Oswaldo Payá Sardiñas who spoke out on the July 13, 1994 "13 de marzo" tugboat massacre was killed on July 22, 2012 along with Harold Cepero in what appears to have been an extrajudicial killing arranged by the Castro regime's secret police.

This history must not be relegated to an Orwellian memory hole because impunity breeds repetition, and costs more lives. The Castro regime must be held to account. As should all who engage in acts that violate human rights and dignity wherever they are. 

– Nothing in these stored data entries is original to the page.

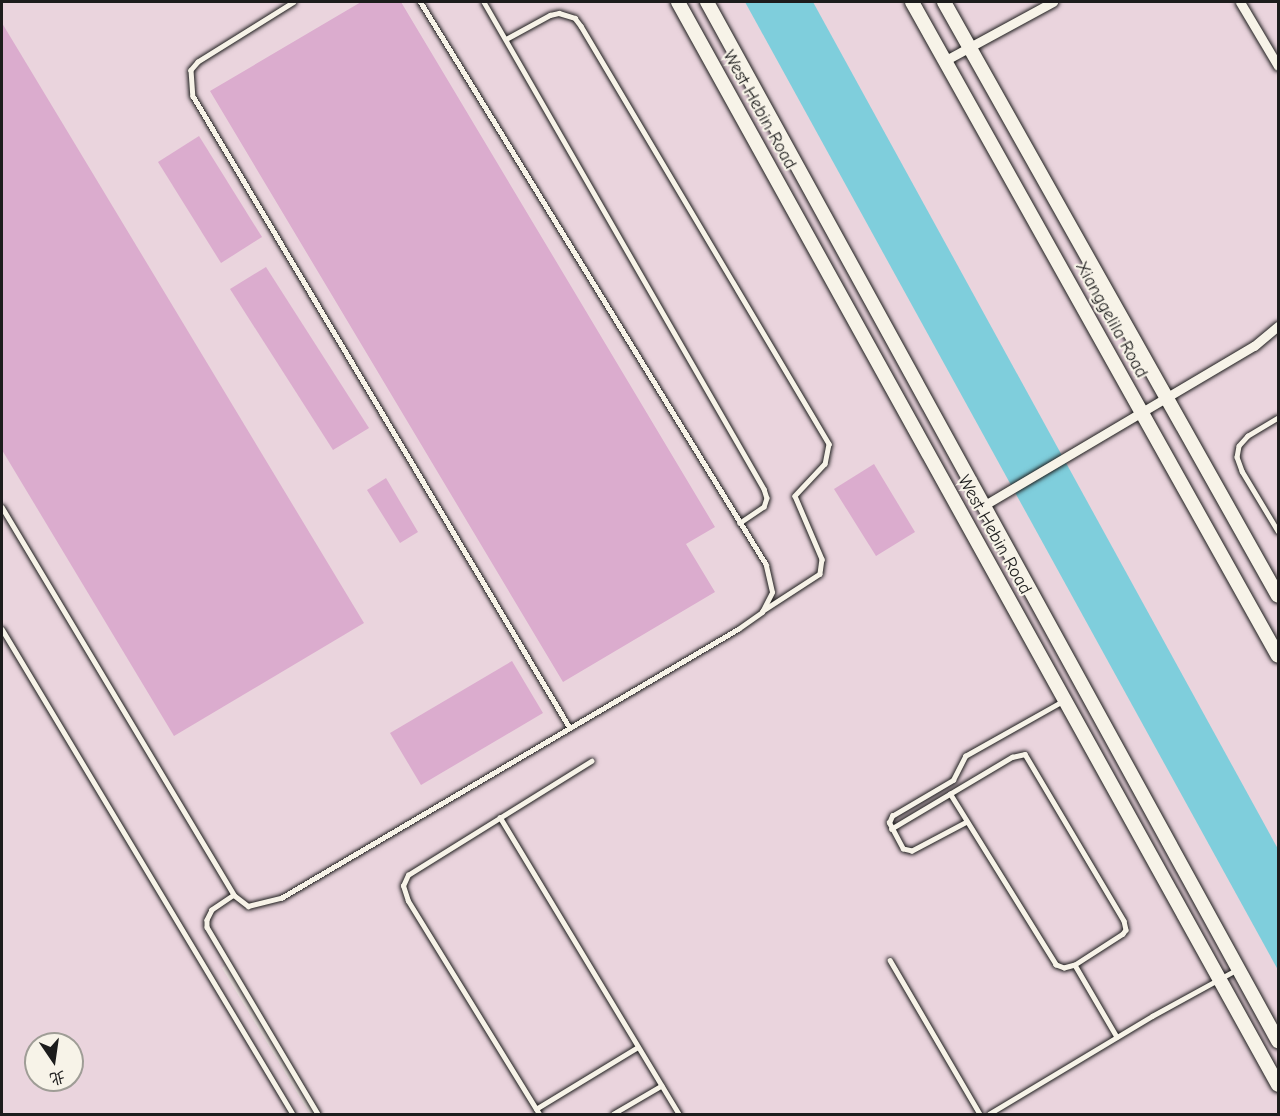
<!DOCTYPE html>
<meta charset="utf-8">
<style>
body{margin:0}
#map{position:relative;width:1280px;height:1116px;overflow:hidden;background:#f1e5e3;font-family:"Comic Neue","LXGW WenKai TC",sans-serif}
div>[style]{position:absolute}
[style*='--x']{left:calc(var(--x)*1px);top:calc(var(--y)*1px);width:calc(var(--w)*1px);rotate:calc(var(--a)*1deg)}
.built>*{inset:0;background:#ead4dd}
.water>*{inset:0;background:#7fcedc}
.building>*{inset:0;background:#dbacce}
.roads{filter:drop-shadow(0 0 2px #1c1c1c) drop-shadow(0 0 2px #1c1c1c)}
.lane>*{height:4.5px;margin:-2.25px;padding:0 2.25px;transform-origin:2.25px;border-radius:2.25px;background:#f7f3e8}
.street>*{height:9px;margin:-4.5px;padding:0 4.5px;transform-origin:4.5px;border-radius:4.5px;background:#f7f3e8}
.secondary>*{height:14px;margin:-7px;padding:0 7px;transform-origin:7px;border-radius:7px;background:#f7f3e8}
span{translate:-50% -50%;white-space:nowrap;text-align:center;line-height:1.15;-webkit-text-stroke:4.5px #f7f3e8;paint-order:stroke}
.street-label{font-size:18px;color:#1c1c1c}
.frame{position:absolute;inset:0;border:3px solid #1c1c1c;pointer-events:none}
.north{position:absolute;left:24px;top:1032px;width:60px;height:60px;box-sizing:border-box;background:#f7f3e8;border:2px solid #9f9d96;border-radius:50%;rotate:167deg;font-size:16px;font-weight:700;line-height:24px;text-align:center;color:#1c1c1c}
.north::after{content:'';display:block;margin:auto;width:21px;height:27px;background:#1c1c1c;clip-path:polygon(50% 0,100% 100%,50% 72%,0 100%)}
</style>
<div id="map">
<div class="built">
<div style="clip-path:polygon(evenodd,2px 2px,1278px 2px,1278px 1114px,317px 1114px,227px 964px,222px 968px,310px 1114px,2px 1114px,2px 2px,36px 1044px,72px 1044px,72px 1080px,36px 1080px,36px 1044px)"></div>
</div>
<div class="water">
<div style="clip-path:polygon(745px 2px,813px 2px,1278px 849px,1278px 970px)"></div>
</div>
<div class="building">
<div style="clip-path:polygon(361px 2px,401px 2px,715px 527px,686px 544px,715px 592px,563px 682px,210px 91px)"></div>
<div style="clip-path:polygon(2px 23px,364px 623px,174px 736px,2px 450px)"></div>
<div style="clip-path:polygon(199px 136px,262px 237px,221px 263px,158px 162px)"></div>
<div style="clip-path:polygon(266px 267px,369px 428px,333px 450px,230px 289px)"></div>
<div style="clip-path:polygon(874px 464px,915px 532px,876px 556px,834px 489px)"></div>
<div style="clip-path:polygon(386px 478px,418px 532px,400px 543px,367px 490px)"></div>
<div style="clip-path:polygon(512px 661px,543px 713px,421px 785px,390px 733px)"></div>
</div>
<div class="roads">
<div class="lane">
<div style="--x:294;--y:2;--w:113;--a:148"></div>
<div style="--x:198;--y:62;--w:11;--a:131"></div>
<div style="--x:191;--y:70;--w:26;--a:86"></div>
<div style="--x:193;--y:96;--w:736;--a:59.18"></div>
<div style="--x:484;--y:2;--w:562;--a:60.1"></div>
<div style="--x:764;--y:489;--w:9;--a:72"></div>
<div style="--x:767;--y:498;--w:9;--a:108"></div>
<div style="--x:764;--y:507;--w:29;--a:146"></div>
<div style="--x:506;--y:39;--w:50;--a:-28.6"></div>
<div style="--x:550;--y:15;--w:9;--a:-13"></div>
<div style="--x:559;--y:13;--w:17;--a:17"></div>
<div style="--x:575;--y:18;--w:10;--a:53"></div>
<div style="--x:581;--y:26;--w:486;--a:59.3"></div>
<div style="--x:829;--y:444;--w:20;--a:101"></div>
<div style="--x:825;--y:464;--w:44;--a:133.2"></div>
<div style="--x:795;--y:496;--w:69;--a:66.8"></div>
<div style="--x:822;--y:559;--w:15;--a:98"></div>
<div style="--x:820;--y:574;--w:68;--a:147"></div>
<div style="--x:1278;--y:418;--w:35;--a:149"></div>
<div style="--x:1248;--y:436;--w:13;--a:132"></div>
<div style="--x:1239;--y:446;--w:11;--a:100"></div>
<div style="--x:1237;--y:457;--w:15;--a:70"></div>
<div style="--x:1242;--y:471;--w:70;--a:59"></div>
<div style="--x:2;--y:507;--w:452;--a:59.1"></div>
<div style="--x:234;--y:895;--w:18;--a:38"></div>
<div style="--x:248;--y:906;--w:34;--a:-14"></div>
<div style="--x:281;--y:898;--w:530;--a:-30.48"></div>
<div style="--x:738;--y:629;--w:29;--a:-35"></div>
<div style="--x:762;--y:612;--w:22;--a:-63"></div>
<div style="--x:772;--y:592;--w:28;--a:-103"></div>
<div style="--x:766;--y:565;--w:661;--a:-121.57"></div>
<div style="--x:2;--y:629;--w:566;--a:59.04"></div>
<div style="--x:500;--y:817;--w:347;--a:58.9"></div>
<div style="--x:967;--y:822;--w:62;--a:152.2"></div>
<div style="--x:912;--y:851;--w:9;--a:-167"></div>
<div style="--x:903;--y:849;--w:30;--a:-118"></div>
<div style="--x:889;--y:823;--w:8;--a:-67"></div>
<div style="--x:892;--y:816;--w:71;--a:-30.5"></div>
<div style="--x:953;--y:780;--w:27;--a:-63"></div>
<div style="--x:965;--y:756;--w:112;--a:-29.3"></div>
<div style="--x:891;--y:829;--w:141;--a:-30.8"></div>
<div style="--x:1012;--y:757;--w:13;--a:-13"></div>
<div style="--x:1025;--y:754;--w:194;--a:59.3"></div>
<div style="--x:1124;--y:921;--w:9;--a:77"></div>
<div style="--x:1126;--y:930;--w:5;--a:127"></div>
<div style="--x:1123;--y:934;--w:57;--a:147.1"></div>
<div style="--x:1075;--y:965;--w:11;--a:165"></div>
<div style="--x:1064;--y:968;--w:9;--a:-159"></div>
<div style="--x:1056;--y:965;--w:201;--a:-121.8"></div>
<div style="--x:234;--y:895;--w:27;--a:146"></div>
<div style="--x:212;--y:910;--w:11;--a:117"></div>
<div style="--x:207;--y:920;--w:7;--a:90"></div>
<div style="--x:207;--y:927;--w:217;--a:59.3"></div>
<div style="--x:890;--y:960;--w:178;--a:59.7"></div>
<div style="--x:1075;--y:965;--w:83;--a:59.7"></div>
<div style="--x:536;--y:1109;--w:119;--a:-31.3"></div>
<div style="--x:539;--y:1114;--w:250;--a:-121.6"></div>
<div style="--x:408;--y:901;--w:16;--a:-108"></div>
<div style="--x:403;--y:886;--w:12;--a:-66"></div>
<div style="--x:408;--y:875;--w:216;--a:-31.9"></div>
<div style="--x:613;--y:1114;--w:56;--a:-30.3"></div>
<div style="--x:989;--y:1114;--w:190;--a:-31"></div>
<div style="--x:1152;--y:1016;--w:96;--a:-28.7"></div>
</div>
<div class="street">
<div style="--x:1240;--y:2;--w:74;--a:59.3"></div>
<div style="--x:946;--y:60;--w:122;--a:-28.5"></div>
<div style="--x:983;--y:506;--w:315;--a:-30.6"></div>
<div style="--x:1254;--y:346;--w:31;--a:-40"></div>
</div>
<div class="secondary">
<div style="--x:678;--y:2;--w:1238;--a:61.01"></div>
<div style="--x:707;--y:2;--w:1186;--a:61.21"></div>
<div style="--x:912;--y:2;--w:749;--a:60.77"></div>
<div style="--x:944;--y:2;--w:681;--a:60.65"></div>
</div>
</div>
<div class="street-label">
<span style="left:759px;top:110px;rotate:61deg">West Hebin Road</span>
<span style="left:1111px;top:320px;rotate:61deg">Xianggelila Road</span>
<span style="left:994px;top:535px;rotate:61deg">West Hebin Road</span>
</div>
<div class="frame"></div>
<div class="north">北</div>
</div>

On July 10th at 8pm there will be a 25 minute silent candlelight vigil in front of the Cuban Embassy in Washington, DC. Over the past 25 years the days leading up to this grim anniversary have been marked by protests and vigils inside and outside Cuba. If you are in the DC area and wish to take part in a solemn and nonviolent protest then please join us. Elie Wiesel  was right, “For the dead and the living, we must bear witness.”